## [DIRECTIONS FOR THIS TASK]
Only those lines in the data below from the line containing "M221,148l14,6 -4,11 -14,-7z" through the line containing "M39,262l28,6 -5,14 -27,-10z", both included, should be restated word for word.
★ ★ ★ ★
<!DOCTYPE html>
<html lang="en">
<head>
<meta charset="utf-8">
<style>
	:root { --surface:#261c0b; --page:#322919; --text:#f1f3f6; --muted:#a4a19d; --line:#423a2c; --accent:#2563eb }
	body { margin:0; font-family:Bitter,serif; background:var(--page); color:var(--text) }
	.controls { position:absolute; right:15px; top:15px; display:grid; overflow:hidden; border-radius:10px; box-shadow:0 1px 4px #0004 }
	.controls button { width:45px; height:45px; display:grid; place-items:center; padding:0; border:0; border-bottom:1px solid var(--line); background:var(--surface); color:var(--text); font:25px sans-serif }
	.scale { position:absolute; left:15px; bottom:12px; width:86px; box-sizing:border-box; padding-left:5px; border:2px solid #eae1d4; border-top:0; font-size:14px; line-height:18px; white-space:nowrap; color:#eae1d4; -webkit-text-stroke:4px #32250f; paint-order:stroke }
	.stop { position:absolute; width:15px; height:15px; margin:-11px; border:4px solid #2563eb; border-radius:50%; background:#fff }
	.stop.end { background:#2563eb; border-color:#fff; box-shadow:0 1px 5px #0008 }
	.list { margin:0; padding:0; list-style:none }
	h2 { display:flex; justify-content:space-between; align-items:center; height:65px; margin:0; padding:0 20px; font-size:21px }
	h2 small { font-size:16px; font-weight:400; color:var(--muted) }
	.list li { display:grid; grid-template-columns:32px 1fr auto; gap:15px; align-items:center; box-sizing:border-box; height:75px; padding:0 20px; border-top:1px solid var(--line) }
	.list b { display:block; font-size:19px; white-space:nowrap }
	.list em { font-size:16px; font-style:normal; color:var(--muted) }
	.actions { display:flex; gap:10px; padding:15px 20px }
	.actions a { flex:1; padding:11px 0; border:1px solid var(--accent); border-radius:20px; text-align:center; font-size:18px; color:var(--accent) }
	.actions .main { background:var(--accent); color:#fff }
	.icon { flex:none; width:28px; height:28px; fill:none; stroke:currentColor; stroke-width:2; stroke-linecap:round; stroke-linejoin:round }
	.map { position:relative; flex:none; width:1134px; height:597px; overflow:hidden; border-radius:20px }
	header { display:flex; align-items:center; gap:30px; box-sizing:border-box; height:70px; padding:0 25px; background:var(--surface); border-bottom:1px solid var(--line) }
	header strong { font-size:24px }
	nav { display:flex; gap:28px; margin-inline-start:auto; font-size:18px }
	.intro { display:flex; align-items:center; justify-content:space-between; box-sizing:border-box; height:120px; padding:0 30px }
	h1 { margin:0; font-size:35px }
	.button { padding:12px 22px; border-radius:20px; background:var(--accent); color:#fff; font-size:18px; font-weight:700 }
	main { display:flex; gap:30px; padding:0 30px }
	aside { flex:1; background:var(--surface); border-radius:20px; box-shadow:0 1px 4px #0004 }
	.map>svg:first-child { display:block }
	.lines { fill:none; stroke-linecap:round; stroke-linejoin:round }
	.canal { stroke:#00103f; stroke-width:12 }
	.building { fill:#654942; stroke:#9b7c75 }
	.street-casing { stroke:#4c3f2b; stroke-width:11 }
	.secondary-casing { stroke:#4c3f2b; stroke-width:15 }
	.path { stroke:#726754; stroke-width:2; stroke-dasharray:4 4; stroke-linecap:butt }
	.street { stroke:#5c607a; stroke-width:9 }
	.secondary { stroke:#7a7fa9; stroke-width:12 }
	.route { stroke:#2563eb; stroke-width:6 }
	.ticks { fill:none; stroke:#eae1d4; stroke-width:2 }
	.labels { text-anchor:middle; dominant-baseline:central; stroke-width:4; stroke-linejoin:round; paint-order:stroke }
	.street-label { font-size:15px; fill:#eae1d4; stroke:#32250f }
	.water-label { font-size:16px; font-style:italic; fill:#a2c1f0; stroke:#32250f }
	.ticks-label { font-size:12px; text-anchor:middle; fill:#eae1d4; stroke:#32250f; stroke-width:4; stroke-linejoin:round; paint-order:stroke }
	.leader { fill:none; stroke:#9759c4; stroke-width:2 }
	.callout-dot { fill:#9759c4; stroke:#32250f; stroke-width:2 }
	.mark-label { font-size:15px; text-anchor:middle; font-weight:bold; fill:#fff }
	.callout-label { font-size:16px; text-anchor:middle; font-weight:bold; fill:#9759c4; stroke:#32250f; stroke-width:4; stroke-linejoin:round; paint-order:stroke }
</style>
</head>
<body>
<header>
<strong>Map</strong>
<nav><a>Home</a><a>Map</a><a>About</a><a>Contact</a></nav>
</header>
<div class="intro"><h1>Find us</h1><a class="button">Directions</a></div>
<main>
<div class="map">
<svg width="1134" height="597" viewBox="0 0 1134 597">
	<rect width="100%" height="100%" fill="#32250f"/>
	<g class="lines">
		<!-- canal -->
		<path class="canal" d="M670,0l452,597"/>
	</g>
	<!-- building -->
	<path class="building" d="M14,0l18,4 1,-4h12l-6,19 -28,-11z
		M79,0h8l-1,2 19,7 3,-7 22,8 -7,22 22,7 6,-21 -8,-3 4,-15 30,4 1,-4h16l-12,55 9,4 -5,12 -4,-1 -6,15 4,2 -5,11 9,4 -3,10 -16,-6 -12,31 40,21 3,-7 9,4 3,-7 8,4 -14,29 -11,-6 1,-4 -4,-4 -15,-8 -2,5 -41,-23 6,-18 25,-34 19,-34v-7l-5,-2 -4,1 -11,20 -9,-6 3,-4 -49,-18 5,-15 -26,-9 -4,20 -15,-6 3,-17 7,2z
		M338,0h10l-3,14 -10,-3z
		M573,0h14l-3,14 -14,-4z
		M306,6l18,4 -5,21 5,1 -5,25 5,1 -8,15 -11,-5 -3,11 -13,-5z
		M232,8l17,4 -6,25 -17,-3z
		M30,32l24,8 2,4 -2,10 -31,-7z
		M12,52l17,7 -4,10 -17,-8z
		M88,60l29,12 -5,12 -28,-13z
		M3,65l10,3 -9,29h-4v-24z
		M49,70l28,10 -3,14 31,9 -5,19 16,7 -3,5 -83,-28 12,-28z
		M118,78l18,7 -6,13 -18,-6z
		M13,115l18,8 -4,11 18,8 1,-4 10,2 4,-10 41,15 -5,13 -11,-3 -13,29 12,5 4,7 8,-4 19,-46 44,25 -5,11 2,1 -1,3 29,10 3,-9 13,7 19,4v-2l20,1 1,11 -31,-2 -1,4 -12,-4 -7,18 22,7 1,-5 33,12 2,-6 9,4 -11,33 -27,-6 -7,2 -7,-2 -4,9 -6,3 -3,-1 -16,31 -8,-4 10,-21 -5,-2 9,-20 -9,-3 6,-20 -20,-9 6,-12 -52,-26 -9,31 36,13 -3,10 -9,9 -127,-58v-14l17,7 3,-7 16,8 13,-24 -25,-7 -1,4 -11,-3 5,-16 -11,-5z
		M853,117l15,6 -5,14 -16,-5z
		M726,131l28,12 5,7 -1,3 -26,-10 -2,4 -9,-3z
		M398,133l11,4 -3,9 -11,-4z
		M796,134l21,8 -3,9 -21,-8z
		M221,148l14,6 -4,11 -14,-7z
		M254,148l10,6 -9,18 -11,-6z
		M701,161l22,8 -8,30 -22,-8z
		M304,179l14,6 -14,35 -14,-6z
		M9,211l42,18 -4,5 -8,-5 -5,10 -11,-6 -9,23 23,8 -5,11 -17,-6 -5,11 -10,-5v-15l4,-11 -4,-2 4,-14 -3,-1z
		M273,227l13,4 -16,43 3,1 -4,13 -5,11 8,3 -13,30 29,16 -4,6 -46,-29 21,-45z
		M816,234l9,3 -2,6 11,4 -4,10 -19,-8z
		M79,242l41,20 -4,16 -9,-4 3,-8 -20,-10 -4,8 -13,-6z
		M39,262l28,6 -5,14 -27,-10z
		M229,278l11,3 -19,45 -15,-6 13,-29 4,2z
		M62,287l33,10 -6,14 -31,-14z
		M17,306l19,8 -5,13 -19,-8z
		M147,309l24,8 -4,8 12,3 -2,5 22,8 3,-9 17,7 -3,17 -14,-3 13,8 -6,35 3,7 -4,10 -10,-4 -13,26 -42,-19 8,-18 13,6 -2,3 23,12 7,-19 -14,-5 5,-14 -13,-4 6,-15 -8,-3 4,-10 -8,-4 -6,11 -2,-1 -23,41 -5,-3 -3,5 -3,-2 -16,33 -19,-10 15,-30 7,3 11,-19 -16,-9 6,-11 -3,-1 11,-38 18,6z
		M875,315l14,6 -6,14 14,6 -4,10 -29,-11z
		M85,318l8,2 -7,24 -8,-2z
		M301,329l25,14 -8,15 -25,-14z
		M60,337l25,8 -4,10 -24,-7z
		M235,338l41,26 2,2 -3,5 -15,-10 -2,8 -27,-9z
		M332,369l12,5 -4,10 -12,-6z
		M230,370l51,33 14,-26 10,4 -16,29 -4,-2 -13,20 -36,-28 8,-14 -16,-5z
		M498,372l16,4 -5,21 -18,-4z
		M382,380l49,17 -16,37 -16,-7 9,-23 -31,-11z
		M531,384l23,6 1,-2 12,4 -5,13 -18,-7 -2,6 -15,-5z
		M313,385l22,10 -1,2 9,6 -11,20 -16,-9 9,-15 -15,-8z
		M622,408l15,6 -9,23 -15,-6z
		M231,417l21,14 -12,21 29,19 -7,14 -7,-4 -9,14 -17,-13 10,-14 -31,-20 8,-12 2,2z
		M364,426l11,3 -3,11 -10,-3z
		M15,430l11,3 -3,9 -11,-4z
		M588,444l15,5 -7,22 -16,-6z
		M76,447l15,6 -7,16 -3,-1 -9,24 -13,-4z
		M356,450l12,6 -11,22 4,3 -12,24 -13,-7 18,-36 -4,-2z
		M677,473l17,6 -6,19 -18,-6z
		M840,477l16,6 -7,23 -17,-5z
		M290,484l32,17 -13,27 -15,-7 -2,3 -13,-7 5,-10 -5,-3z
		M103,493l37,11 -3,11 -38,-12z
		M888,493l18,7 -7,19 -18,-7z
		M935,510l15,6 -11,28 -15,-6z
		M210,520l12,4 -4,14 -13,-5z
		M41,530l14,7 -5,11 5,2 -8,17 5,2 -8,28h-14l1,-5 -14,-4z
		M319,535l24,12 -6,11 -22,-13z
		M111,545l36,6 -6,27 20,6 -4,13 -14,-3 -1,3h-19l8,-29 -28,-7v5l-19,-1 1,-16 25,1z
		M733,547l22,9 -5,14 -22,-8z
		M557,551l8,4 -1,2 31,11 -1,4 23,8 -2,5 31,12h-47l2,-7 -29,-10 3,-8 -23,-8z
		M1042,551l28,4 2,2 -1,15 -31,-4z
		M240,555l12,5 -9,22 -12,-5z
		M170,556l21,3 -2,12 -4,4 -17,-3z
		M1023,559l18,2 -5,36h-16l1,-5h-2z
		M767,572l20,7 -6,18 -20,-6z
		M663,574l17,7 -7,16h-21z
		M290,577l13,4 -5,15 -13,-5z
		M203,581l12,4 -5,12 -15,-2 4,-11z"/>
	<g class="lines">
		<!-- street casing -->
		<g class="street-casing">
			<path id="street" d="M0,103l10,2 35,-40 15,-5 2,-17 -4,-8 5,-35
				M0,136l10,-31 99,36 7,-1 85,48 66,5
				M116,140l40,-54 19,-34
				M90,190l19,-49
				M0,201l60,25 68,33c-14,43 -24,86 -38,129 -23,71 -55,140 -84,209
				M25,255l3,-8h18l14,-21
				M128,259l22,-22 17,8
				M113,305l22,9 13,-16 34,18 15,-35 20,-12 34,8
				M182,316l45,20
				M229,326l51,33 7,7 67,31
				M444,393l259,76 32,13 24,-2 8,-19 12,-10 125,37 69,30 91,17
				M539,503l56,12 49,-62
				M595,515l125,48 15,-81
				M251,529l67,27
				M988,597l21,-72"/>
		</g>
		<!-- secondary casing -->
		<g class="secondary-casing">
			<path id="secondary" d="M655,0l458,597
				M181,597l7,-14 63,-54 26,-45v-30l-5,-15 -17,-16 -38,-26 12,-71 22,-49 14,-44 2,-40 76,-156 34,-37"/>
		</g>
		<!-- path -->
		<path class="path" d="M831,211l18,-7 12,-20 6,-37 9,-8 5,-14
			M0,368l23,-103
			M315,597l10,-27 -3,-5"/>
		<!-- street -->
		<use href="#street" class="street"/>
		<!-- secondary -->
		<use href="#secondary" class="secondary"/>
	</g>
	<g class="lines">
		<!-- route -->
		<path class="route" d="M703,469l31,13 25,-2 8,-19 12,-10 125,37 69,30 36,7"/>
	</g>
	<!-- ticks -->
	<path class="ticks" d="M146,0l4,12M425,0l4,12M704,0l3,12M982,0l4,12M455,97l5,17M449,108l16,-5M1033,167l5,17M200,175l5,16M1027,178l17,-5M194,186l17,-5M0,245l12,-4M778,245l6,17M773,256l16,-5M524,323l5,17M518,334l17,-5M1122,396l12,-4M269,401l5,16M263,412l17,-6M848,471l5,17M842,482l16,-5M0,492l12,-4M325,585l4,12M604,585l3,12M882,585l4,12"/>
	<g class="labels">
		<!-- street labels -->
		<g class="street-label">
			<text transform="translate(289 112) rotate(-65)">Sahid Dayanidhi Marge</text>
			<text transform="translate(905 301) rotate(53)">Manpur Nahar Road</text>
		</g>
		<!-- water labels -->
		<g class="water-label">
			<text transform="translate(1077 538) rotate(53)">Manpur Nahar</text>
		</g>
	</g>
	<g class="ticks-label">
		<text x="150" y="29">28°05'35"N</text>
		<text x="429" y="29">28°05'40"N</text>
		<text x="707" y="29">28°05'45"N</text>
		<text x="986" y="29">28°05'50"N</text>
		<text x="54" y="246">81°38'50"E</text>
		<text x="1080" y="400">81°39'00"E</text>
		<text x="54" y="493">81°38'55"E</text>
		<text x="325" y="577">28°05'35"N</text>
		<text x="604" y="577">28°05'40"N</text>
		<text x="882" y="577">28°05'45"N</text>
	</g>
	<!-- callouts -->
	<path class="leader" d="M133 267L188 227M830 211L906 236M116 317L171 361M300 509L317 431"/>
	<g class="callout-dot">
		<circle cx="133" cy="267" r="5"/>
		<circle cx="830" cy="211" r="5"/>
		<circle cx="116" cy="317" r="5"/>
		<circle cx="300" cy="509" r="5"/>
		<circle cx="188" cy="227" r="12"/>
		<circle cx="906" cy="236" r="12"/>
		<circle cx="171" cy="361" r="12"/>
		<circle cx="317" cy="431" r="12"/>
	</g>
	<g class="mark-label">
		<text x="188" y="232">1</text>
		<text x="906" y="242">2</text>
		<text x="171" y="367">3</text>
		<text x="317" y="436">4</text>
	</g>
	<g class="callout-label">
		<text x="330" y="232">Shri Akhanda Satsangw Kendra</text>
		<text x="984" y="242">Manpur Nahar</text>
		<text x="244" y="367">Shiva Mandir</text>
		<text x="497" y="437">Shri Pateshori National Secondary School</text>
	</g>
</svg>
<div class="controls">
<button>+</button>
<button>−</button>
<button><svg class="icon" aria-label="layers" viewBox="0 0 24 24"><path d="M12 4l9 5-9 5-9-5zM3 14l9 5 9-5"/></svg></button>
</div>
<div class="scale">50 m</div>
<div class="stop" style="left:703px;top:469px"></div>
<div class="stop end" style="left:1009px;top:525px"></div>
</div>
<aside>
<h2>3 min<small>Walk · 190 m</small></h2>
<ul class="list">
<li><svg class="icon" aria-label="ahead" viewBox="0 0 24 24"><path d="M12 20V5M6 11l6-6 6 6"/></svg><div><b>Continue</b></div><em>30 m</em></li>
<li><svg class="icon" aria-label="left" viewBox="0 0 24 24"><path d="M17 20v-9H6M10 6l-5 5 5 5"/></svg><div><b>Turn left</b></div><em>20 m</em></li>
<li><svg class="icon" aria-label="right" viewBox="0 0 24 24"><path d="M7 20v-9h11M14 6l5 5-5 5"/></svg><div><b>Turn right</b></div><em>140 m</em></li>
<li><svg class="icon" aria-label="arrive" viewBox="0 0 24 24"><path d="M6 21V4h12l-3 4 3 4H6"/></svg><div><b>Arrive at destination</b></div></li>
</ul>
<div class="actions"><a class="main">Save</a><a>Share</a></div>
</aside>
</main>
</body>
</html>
★ ★ ★ ★
## [OUTPUT FOR THIS TASK]
		M221,148l14,6 -4,11 -14,-7z
		M254,148l10,6 -9,18 -11,-6z
		M701,161l22,8 -8,30 -22,-8z
		M304,179l14,6 -14,35 -14,-6z
		M9,211l42,18 -4,5 -8,-5 -5,10 -11,-6 -9,23 23,8 -5,11 -17,-6 -5,11 -10,-5v-15l4,-11 -4,-2 4,-14 -3,-1z
		M273,227l13,4 -16,43 3,1 -4,13 -5,11 8,3 -13,30 29,16 -4,6 -46,-29 21,-45z
		M816,234l9,3 -2,6 11,4 -4,10 -19,-8z
		M79,242l41,20 -4,16 -9,-4 3,-8 -20,-10 -4,8 -13,-6z
		M39,262l28,6 -5,14 -27,-10z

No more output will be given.